Samenwerking Wsw-Wiw
Op dit moment zijn reeds meer dan 50 Wiw-medewerkers werkzaam bij CombiWerk. Het doel voor 1998 is gesteld op 100 Wiw-medewerkers met een verdere groei in 1999. Een intensievere samenwerking met Werkplan wordt onderzocht, teneinde ook bezuinigingen te kunnen realiseren. Voorgesteld wordt op korte termijn een projectgroep "Samenwerking Wsw-Wiw" te benoemen, met de opdracht te onderzoeken wat de mogelijkheden zijn voor een integratie van de uitvoering van de Wsw en de Wiw en aan te geven wat de besparingen zijn (schaalgrootte voordelen).
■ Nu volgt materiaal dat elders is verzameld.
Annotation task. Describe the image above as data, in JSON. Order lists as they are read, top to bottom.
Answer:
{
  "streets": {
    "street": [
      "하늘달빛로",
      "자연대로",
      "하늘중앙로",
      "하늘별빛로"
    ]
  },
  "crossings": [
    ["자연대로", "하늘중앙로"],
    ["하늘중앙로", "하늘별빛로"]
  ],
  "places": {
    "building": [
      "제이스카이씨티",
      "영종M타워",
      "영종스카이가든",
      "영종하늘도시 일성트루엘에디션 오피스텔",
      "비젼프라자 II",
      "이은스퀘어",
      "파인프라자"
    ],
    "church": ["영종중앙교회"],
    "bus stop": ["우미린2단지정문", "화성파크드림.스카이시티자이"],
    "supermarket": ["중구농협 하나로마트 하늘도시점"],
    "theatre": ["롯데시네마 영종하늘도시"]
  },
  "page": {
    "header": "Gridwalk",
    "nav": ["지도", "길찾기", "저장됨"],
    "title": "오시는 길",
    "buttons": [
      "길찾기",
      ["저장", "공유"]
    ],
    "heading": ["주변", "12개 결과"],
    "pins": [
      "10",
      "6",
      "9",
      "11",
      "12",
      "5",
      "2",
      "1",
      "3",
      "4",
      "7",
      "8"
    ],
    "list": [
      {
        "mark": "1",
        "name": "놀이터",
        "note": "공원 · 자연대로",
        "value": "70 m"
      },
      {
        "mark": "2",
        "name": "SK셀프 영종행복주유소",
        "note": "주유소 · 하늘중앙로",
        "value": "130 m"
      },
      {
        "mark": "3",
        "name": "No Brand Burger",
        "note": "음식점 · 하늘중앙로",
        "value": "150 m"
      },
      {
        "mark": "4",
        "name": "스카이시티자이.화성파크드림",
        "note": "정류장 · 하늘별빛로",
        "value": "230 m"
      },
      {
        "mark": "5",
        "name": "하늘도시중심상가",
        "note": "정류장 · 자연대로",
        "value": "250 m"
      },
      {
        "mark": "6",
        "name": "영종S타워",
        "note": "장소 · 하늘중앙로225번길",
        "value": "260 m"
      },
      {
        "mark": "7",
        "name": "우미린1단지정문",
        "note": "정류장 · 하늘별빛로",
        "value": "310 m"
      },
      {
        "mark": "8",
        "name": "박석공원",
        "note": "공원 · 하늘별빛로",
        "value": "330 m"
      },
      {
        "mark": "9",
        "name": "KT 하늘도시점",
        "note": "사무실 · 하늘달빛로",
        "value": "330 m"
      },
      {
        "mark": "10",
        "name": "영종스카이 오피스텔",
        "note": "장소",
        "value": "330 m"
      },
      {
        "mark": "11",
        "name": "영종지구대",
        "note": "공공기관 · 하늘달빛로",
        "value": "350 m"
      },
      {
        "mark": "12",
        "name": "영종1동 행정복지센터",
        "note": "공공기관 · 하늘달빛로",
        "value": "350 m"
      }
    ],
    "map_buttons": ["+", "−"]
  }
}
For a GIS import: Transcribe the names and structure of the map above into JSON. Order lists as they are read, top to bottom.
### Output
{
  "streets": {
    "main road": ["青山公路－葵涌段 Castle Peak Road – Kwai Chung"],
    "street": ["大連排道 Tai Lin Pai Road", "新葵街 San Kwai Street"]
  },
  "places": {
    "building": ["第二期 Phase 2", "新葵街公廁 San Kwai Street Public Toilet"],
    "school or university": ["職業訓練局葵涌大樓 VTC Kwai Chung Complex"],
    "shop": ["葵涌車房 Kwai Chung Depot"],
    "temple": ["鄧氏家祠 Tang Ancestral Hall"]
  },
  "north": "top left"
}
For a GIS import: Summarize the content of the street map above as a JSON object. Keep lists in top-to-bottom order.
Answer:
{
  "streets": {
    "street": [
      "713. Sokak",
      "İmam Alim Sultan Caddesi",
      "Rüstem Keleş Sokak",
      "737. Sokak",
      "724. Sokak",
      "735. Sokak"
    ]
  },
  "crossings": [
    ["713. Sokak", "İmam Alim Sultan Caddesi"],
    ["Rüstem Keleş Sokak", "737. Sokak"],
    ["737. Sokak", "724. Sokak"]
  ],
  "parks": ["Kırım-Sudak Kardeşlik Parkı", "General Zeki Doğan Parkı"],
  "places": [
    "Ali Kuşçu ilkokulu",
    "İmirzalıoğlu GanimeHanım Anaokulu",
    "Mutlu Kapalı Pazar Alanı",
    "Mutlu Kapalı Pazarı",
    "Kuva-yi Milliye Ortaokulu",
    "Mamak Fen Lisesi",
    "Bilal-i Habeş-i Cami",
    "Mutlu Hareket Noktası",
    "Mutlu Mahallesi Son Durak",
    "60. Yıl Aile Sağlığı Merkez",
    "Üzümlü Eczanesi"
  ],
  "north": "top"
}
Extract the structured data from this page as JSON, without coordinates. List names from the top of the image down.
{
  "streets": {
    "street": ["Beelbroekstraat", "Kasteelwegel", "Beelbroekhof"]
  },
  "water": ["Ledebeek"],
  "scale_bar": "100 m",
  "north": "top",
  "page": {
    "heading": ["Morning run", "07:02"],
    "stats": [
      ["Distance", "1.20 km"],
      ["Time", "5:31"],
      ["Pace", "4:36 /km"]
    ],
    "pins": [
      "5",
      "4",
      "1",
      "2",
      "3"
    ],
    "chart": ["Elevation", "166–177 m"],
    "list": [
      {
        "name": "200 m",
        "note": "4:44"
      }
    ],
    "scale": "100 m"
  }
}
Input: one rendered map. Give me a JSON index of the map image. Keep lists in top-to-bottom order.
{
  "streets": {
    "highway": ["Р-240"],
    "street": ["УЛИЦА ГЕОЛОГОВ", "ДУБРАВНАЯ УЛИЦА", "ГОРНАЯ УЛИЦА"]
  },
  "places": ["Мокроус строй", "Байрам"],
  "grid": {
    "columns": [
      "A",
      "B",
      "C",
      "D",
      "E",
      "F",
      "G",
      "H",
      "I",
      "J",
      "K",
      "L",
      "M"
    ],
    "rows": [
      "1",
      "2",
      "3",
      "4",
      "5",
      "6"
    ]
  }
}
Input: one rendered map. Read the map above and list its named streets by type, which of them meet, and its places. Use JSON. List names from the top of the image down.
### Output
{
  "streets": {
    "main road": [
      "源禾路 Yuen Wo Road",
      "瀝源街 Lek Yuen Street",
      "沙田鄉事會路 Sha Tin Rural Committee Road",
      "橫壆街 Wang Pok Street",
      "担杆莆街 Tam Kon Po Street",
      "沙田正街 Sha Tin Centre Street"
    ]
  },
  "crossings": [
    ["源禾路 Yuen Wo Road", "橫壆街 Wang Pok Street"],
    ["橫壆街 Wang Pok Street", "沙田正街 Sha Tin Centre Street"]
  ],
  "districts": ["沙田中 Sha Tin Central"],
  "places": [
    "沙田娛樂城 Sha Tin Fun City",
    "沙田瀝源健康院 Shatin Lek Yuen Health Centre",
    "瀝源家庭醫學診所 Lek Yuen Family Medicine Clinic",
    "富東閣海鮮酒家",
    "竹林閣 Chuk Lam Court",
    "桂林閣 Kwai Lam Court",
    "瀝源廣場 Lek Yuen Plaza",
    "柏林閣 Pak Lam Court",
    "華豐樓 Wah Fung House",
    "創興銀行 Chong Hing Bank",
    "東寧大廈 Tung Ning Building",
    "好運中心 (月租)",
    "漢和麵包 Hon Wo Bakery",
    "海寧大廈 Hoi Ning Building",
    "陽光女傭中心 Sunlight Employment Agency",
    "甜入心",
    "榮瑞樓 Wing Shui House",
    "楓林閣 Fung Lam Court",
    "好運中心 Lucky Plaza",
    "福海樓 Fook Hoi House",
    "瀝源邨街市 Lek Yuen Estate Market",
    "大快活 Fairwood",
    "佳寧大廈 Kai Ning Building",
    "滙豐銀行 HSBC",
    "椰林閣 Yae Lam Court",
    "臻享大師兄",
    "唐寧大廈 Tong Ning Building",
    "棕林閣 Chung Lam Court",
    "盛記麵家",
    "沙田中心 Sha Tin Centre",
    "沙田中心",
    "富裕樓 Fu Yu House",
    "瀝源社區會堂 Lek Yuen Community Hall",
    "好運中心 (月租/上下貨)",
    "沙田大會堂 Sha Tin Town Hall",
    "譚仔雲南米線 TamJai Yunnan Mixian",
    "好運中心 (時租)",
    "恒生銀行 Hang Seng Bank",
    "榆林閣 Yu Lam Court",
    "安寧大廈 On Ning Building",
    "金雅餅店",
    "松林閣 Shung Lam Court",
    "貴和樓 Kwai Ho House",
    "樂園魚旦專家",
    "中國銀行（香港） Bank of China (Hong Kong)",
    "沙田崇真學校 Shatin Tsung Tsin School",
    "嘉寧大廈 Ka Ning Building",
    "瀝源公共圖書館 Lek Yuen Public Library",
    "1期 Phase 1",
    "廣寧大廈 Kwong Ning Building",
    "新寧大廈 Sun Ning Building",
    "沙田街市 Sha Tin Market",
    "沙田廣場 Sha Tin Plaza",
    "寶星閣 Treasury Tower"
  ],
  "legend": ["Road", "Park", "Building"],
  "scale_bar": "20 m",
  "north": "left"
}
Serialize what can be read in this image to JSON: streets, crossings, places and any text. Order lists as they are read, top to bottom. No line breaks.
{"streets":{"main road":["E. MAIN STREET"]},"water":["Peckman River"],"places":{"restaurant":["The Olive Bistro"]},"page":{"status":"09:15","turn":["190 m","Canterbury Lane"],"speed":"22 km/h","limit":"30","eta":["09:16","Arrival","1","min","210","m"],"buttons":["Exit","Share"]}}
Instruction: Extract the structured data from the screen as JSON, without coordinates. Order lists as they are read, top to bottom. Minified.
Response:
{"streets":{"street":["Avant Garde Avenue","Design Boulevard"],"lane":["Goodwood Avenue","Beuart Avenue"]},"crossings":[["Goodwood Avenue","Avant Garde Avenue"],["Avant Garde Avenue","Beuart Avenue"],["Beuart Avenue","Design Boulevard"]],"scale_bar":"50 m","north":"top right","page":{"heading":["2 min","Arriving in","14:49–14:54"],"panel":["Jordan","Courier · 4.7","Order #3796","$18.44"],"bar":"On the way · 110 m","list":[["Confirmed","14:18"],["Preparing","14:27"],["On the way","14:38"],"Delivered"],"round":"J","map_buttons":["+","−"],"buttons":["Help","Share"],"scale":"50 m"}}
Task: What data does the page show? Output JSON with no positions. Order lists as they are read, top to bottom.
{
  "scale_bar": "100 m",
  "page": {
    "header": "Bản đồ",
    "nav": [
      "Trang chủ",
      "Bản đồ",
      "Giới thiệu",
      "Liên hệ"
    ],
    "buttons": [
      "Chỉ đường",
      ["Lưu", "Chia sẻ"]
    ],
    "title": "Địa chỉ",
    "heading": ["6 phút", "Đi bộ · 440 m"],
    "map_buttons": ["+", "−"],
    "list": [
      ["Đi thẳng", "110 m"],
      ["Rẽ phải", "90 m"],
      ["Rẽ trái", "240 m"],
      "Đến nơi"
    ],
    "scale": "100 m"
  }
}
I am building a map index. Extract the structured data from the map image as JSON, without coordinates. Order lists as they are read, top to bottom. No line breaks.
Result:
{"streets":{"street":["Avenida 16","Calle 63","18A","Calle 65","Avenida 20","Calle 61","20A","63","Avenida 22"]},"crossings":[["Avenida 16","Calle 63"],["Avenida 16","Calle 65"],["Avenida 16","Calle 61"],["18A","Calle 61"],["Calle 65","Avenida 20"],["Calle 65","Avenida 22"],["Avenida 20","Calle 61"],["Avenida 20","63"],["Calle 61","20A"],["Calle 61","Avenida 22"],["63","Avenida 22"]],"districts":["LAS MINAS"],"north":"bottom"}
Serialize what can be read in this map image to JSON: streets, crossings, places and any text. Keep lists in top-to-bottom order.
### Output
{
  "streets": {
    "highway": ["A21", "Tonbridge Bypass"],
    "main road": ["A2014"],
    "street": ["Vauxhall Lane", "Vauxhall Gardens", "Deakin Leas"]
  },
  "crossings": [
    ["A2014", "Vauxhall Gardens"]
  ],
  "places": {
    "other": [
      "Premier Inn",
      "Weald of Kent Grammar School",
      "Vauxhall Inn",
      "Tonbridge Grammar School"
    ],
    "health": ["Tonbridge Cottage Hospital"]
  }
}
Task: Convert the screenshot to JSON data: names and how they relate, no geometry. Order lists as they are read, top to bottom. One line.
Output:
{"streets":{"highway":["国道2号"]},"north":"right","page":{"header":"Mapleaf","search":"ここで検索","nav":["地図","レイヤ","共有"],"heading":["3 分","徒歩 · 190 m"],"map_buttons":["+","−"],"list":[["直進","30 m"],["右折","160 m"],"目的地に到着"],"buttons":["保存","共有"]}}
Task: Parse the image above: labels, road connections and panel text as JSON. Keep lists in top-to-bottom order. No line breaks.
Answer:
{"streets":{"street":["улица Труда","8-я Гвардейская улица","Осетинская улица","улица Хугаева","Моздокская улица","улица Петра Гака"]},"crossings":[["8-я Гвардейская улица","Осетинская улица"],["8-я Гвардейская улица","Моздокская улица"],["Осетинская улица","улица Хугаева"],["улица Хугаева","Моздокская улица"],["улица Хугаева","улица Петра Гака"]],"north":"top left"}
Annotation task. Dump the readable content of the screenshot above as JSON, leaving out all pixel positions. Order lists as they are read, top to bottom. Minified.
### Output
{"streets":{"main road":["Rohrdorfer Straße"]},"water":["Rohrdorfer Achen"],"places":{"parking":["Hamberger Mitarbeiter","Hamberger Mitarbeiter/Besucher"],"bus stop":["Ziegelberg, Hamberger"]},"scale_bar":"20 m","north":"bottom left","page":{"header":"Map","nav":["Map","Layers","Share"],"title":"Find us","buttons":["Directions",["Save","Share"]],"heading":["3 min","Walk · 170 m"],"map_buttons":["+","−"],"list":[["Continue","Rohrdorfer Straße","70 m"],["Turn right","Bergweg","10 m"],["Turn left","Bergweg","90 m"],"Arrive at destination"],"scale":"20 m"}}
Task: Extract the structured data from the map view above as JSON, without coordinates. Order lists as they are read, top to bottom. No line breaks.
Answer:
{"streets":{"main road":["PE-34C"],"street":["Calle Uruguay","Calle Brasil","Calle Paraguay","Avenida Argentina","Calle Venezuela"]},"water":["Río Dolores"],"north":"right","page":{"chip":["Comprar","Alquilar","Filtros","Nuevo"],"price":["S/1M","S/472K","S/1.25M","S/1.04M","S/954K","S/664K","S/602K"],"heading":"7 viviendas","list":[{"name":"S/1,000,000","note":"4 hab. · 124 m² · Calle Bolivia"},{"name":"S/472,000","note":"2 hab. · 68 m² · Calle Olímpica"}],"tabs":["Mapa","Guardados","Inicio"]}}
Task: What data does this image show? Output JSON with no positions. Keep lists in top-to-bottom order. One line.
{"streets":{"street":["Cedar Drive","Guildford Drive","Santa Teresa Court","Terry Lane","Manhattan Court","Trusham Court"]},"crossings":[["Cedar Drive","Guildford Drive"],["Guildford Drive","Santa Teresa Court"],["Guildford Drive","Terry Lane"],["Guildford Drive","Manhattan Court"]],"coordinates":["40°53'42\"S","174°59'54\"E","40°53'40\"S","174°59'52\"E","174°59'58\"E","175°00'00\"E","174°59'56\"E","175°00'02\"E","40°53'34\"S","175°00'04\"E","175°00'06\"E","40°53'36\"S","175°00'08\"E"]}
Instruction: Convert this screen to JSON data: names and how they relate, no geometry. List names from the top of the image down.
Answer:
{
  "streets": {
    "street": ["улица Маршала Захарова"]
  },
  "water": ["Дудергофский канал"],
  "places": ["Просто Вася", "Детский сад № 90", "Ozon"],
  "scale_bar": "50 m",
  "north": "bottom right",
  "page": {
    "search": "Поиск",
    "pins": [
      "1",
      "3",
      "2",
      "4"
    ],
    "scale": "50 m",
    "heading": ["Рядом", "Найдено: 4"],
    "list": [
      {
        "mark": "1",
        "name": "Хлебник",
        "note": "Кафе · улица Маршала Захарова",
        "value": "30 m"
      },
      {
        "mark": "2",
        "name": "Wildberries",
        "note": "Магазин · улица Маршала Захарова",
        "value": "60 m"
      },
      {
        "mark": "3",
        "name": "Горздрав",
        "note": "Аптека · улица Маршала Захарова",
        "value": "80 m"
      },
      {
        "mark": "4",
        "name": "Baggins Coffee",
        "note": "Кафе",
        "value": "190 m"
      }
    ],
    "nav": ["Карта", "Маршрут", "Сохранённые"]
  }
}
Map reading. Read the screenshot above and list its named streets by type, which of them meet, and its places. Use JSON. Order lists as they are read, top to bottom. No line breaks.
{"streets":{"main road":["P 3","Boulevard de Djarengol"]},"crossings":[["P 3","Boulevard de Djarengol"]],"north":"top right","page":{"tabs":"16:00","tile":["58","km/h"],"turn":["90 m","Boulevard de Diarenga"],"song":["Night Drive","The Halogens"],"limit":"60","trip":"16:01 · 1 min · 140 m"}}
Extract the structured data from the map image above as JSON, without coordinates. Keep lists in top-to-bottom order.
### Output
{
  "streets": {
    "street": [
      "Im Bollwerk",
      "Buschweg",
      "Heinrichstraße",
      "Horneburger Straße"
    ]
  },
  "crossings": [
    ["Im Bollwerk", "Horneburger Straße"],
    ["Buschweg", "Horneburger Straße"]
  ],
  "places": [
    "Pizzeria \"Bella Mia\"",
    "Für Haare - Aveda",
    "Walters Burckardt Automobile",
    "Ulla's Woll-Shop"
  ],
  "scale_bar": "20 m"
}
Verlaging gemeentelijke bijdrage
De koers, welke is ingezet om de productiviteit van CombiWerk te verbeteren en daardoor minder afhankelijk te zijn van de gemeentelijke bijdrage wordt succesvol voortgezet. De begroting van 1998 gaf al een verlaging van de gemeentelijke bijdrage te zien tot ƒ 460.000 en voor 1999 is deze begroot op ƒ 310.000. Uiteindelijk is de doelstelling: géén gemeentelijke bijdrage vanaf het jaar 2001!